醒来时花溪还有些怔怔。

    屋外还是朗朗乾坤,透过窗棂照进屋里,在地上绘出精美的影子,和煦的风吹着院里的树叶,沙沙作响。

    花溪不知道自己睡过去了几个时辰,梦里面心里的踏实、欢喜、安心余韵犹存。原来我是这么在乎这些在异世相逢的人,已经发自内心把他们当作亲人了啊,花溪喃喃自语。

    她突然感到迷惘不安。

    像这样对感情割舍不下,还能得获大道吗?

    她曾不止一次听师傅以遗憾的口气说起过那些殒落的高阶修士,有的是天资不够,努力再多也无法进阶,有的是机缘有差,万事齐备却冷不丁撞上百分之一概率的坏运气,被一件小事毁掉元神,还有的,便是缺在心境上了。

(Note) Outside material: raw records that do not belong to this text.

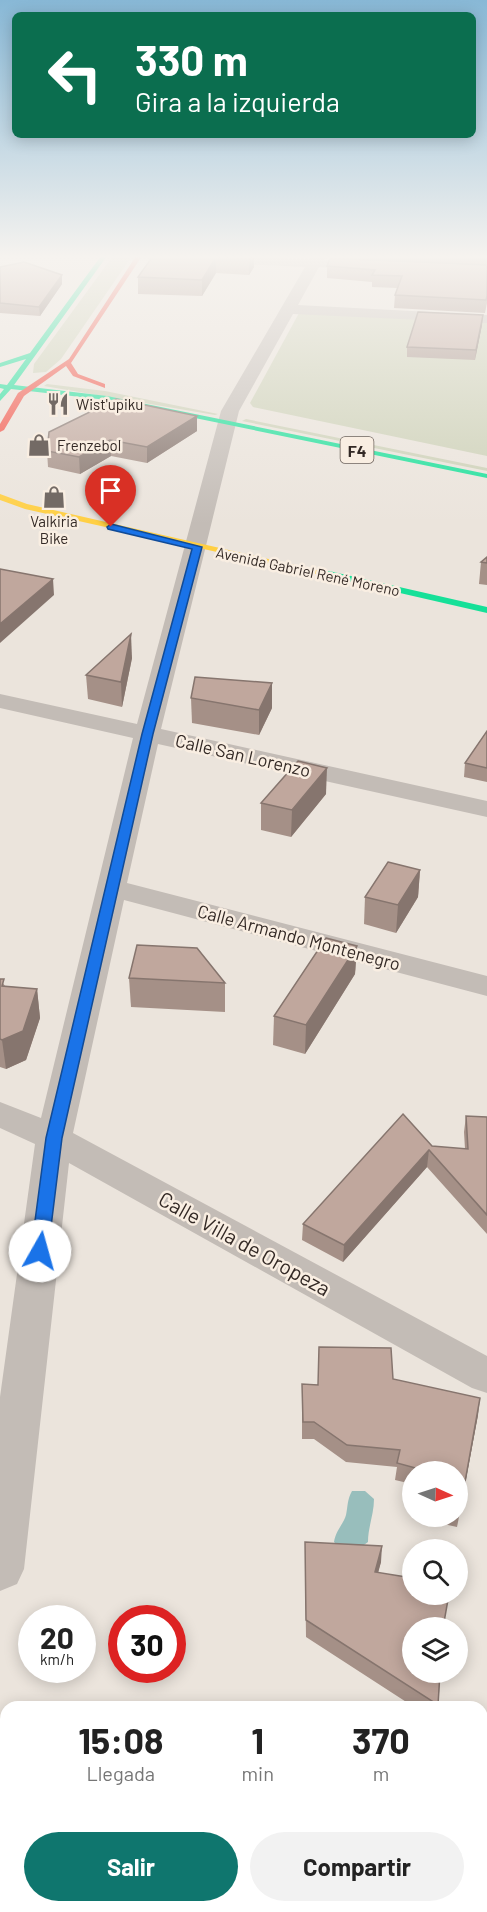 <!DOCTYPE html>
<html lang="es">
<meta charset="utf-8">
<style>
body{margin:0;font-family:Barlow,sans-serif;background:#f2f2f2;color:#222;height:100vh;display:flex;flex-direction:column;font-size:22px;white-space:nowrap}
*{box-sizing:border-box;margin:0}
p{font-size:20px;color:#767676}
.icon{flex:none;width:33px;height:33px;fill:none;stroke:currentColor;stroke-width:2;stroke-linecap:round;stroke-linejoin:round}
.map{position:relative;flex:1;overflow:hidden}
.side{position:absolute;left:0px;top:1701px;width:488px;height:212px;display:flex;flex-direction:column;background:#fff;border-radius:18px 18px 0 0;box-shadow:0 3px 15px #0003}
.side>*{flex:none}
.banner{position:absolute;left:12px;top:12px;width:464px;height:126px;border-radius:9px;box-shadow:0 3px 15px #0003;background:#0b6e4f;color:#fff;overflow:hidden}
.needle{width:39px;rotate:93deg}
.tools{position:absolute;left:402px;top:1461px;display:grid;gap:12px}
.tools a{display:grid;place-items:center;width:66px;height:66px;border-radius:50%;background:#fff;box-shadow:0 3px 15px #0003;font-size:30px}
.speed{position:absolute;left:18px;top:1605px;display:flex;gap:12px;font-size:30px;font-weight:700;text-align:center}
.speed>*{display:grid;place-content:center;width:78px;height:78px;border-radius:50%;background:#fff;box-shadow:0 3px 15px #0003;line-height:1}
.speed small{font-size:15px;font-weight:400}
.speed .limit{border:9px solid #d22;background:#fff;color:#111}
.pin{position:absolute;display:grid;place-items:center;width:51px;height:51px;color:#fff;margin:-62px -26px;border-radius:50% 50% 50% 0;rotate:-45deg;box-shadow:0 0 6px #0007}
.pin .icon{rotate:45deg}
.me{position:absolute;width:66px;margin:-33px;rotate:7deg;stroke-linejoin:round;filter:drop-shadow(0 0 4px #0008)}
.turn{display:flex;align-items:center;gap:21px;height:126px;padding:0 24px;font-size:27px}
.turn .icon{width:78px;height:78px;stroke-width:2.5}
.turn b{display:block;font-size:42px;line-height:51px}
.eta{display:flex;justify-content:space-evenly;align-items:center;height:102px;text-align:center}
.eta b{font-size:36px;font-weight:700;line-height:42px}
.primary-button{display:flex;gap:12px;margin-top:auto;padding:12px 24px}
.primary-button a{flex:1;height:69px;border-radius:36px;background:#0f766e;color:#fff;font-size:24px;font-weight:700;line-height:69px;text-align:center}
.primary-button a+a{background:#f2f2f2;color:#222}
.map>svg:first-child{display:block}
.green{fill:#ccd0b6}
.water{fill:#98bebc}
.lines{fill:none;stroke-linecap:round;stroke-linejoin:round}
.street{fill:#c3bcb6;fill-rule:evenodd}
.fast{fill:#16e098;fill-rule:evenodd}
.slow{fill:#ffcf43;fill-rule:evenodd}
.jam{fill:#f24e42;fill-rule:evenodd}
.wall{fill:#a59087}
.shaded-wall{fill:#86756e}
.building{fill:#c0a79d;stroke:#86756e;stroke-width:1.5}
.route{fill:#1a73e8;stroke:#114b97;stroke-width:1.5}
.labels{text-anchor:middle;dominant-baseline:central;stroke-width:5;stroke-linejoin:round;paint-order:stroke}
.far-poi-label{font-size:15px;fill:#332925;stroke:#f9eee2;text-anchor:start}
.far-street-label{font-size:15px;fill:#332925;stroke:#f9eee2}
.shield{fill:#f9eee2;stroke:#6e645e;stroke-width:1.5}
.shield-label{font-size:16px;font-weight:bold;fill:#332925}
.street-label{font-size:18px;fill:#332925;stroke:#f9eee2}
.near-street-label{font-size:21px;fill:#332925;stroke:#f9eee2}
</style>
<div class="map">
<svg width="487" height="1912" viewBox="0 0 487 1912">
<rect width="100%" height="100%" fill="#ebe4dc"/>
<g class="green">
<polygon points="113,256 132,256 61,359 46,372 33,373 34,364"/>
<polygon points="299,313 487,322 487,456 253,407 250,403"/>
<polygon points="47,384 105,391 218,414 215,415 44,386"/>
<polygon points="246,419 487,468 487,471 242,421"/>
</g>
<path class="water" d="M352,1491H365L374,1499C374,1514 368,1527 368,1542C355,1552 347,1553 334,1542C336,1530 344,1523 346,1515C348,1506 347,1500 352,1491Z"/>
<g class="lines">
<polygon class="street" points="150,256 310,259 313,256 328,256 325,260 339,264 332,268 319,267 298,305 487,315 487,323 293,314 239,411 161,729 487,801 487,817 158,744 127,883 487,976 487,996 124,900 73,1133 487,1356 487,1393 472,1388 69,1163 24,1569 17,1584 0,1591 0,1397 35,1144 0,1128 0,1102 41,1118 133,738 0,708 0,694 137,724 221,411 305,267 156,260"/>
<g class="fast">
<polygon points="101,256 107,256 14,385 107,396 487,474 487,478 107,400 11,389 0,401 0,394 4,389 0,388 0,384 7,385 26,359 0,367 0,363 30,353"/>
<polygon points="329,571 487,607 487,613 326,576 324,574"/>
</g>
<polygon class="slow" points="0,494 27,504 334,574 329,577 25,509 0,500"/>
<polygon class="jam" points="136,256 142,256 71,363 78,374 105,384 105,388 73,376 66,366 24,396 4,430 0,432 0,424 18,393 69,359"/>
</g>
<g class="wall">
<polygon points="153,256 254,256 254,267 249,275 216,273 202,296 138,294 138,277"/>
<polygon points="334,256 487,256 487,303 485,313 394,308 395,295 397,288 372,287 372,282 327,278 327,266 334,258"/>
<polygon points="0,267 62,284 40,316 0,313"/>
<polygon points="482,325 475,360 407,357 407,347"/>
<polygon points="197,416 197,431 147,463 111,456 80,474 48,467 47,451"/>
<polygon points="487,557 487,585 479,584 481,562"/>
<polygon points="132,658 122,707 88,699 86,675"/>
<polygon points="272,683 272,708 259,735 192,723 191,698"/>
<polygon points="487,731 487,782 464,777 465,763"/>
<polygon points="326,794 291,837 261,830 261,803"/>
<polygon points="420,870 418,897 396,933 364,924 365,897"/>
<polygon points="357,946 355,974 305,1054 273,1045 274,1016"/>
<polygon points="129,978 225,983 225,1012 131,1007"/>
<polygon points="0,979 5,986 37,989 40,1018 26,1060 6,1069 0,1067"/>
<polygon points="466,1116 487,1117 487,1234 427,1167 343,1262 302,1240 303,1224 432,1146 465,1149 464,1132"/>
<polygon points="393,1379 478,1415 457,1527 421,1519 422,1516 458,1516 458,1472 412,1472 412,1484 395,1480 397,1467 346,1462 314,1439 302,1439 302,1384 318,1385"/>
<polygon points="305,1542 381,1562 378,1572 444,1628 438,1707 414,1707 306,1637 305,1559"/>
</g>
<g class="shaded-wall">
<polygon points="251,256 254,256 254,267 249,275 249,259"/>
<polygon points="216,257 216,273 202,296 202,280"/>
<polygon points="62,275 62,284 40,316 39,307"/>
<polygon points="483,315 482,325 475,360 476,350"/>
<polygon points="197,416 197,431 147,463 147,447"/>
<polygon points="110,440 111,456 80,474 79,457"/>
<polygon points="53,579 54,595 0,643 0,624"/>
<polygon points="131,634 132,658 122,707 121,682"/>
<polygon points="272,683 272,708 259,735 259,710"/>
<polygon points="327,768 326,794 291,837 292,810"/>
<polygon points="420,870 418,897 396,933 398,905"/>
<polygon points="357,946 355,974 305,1054 306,1025"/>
<polygon points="37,989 40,1018 26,1060 6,1069 2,1040"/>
<polygon points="429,1150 427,1167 343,1262 344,1245"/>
<polygon points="480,1398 478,1415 457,1527 460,1510"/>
<polygon points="382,1546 381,1562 374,1588 375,1572"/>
<polygon points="312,1906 321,1906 318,1912 309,1912"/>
</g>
<g class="building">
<polygon points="153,256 251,256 249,259 216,257 202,280 138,277"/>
<polygon points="330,258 487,265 487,296 486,300 395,295 402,276 372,275 375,270 327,266"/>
<polygon points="24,262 62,275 39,307 0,303 0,267"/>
<polygon points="418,312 483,315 476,350 407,347"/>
<polygon points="116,399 197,416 147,447 110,440 79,457 47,451 49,432"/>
<polygon points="487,557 487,563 481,562"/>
<polygon points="0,569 53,579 0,624"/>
<polygon points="131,634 121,682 86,675"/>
<polygon points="195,677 272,683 259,710 191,698"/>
<polygon points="487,731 487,768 465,763"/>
<polygon points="298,761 327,768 292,810 261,803"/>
<polygon points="388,862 420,870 398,905 365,897"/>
<polygon points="326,938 357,946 306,1025 274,1016"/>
<polygon points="137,945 197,948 225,983 129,978"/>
<polygon points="0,979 4,979 2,986 37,989 23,1031 2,1040 0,1039"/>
<polygon points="403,1114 432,1146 468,1149 466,1116 487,1117 487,1215 429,1150 344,1245 303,1224"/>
<polygon points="319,1347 391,1348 393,1379 480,1398 460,1510 458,1510 458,1472 430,1472 397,1463 400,1450 347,1445 314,1422 303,1422 302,1384 318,1385"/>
<polygon points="305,1542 382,1546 375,1572 412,1578 412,1594 449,1594 443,1628 412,1628 412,1672 440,1672 438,1705 306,1620"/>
<polygon points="215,1906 312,1906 309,1912 210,1912"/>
</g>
<linearGradient id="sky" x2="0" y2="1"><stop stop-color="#88b8d6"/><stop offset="0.49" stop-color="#f6f3ef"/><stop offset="1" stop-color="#f6f3ef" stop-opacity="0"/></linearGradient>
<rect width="487" height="524" fill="url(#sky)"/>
<polygon class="route" points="111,524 202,547 153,734 62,1138 48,1251 46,1256 34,1256 31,1251 46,1138 142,734 192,549 108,529 107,527"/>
<defs>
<g id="restaurant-bare" transform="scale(1.8)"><path d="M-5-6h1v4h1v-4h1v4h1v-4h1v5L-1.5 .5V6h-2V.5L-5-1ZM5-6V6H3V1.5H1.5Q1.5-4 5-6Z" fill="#736a65" stroke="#f9eee2" stroke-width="2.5" paint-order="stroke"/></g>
<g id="shop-bare" transform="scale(1.8)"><path d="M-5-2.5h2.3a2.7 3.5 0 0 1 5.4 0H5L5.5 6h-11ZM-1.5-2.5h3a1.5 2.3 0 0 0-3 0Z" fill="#736a65" stroke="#f9eee2" stroke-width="2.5" paint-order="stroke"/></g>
</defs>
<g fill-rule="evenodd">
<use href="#restaurant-bare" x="58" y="404"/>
<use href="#shop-bare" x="39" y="445"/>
<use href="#shop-bare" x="54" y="497"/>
</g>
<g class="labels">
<g class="far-poi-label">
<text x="76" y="404">Wist'upiku</text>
<text x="57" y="445">Frenzebol</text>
<text x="54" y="521" text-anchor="middle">Valkiria<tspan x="54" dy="17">Bike</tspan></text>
</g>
<g class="far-street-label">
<text transform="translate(308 571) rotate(12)">Avenida Gabriel René Moreno</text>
</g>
<rect class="shield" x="340.5" y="437" width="33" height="26" rx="4.5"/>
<g class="shield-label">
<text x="357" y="450">F4</text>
</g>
<g class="street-label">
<text transform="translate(243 755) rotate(13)">Calle San Lorenzo</text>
<text transform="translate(299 937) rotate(15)">Calle Armando Montenegro</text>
</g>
<g class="near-street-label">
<text transform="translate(245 1243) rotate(29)">Calle Villa de Oropeza</text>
</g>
</g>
</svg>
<div class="tools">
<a><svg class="needle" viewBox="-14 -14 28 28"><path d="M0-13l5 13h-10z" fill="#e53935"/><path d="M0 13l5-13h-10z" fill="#767676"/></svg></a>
<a><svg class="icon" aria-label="search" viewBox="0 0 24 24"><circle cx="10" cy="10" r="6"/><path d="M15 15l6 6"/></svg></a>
<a><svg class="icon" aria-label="layers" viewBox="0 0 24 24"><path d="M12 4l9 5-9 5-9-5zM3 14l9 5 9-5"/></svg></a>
</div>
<div class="speed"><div>20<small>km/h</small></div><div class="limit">30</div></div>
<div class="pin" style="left:111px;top:527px;background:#d93025"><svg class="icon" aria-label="arrive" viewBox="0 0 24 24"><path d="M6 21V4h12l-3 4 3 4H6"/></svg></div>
<svg class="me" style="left:40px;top:1251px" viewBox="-20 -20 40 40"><circle r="19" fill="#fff"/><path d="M0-13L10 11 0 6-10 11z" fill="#1a73e8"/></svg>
<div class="banner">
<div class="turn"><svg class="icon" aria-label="left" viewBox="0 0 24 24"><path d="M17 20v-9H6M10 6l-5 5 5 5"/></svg><div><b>330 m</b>Gira a la izquierda</div></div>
</div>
<section class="side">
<div class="eta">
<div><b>15:08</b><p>Llegada</p></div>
<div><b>1</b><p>min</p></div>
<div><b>370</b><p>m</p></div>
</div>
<div class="primary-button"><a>Salir</a><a>Compartir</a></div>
</section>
</div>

    要么走上歧途,急功近利练了邪门的功法,最后遭到天罚,要么就是对尘世有所贪恋,因背负的东西太多割舍不掉,被大道放弃。

    我会是最后一种吗?这些异世的亲情都在我心里有那么重的分量,会不会最终还是被天命所弃、抱憾死去?

    怔了半晌,花溪自嘲地笑笑。在前世撑死不过能活百岁,从未担忧过活得不够长,现在来到异世,走上修仙一途,性命不知会比前世长几十上百倍,却开始担心殒落不殒落的事、还想要得道成仙长命百岁!

    可真是得陇望蜀!

    穿越是多么万分之一的经历,气灵根又是多么难得的天赋异禀,这些原本都不是自己所求,却都被自己碰上了,难道被动接受后还要被其束缚,进而生出贪念来?

    什么大道不大道的,真的是自己发自内心的渴望吗?

    我为什么要寻求大道?

    大道于我到底有何用处?

    不,那不是我的目标,只是我在此异世生存的方式。既然割舍不掉心底对情谊的贪恋,便不要割舍吧。如果因此而得不到大道,便得不到吧——谁说修炼就都要以得道升仙为终极目标呢?得或不得皆是经历,都是人生。漫漫求道求仙路,重要的是过程,而不是结果!

    得之我幸,不得我命!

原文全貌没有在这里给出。